Associated with Portraits Incorporated, N.Y. he had the opportunity to paint some portraits of notoriety including Arlene Francis, TV personality, and Congressman Dewey Short from Missouri and chairman of the House Armed Services Committee, which is in the collection of the House of Representatives, Washington, D.C.
A large portrait of Michael Engel, publicity director for M. Grumbacker art supplies won the Hollander prize in 1945 at the exhibition of Audubon Artists. In 1957 he traveled with his wife Isabel to France and England. He painted several tonal studies of Paris and the countryside of the Dordogne region which he visited in particular to justify his theory of cave art.

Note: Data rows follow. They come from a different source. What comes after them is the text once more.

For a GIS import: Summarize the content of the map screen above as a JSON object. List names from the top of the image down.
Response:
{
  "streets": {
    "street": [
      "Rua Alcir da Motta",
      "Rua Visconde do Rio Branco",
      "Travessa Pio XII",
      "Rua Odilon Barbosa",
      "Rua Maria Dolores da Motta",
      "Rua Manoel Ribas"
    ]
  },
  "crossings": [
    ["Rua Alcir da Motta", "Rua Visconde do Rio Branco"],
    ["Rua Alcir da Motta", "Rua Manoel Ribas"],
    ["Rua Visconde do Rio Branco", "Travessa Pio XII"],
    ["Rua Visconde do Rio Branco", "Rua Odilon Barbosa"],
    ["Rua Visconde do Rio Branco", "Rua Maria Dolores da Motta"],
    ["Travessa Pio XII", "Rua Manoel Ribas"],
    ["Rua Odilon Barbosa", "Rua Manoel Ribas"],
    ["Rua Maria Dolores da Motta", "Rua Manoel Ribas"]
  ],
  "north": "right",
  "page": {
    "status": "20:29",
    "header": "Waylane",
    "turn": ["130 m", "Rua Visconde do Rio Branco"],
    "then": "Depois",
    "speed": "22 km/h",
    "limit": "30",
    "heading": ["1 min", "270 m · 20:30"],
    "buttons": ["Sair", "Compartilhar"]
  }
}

Percy Leason's last one-man exhibition was held at the Chase Galleries, New York, where many of these European studies were on exhibit. In view of what was happening in the art world at this time, the exhibition received poor reviews. Arts Magazine stated that his paintings appeared to be nothing more than "numbered picture scenes". He tried to sue the magazine but his failing health and lack of funds prevented this.

== Death ==
In 1959 he died on Staten Island, New York City, practically penniless and very despondent at not having received adequate recognition for his labours. He was survived by his wife and six children.

== Legacy ==
Two retrospective exhibitions were held at the Staten Island Institute and at the Salmagundi Club, New York. In tribute to his artistic genius, Staten Island Institute curator James Cogin, quoted in the exhibition catalog from Frank Moore Coolby: "Every man ought to be inquisitive every hour of his great adventure down to the day when he shall no longer cast a shadow in the sun. For if he dies without a question in his heart what excuse is there for his continuance?"

Percy Leason's constant questioning of tonal technique as an ideal and his works he left are his legacy and his continuance.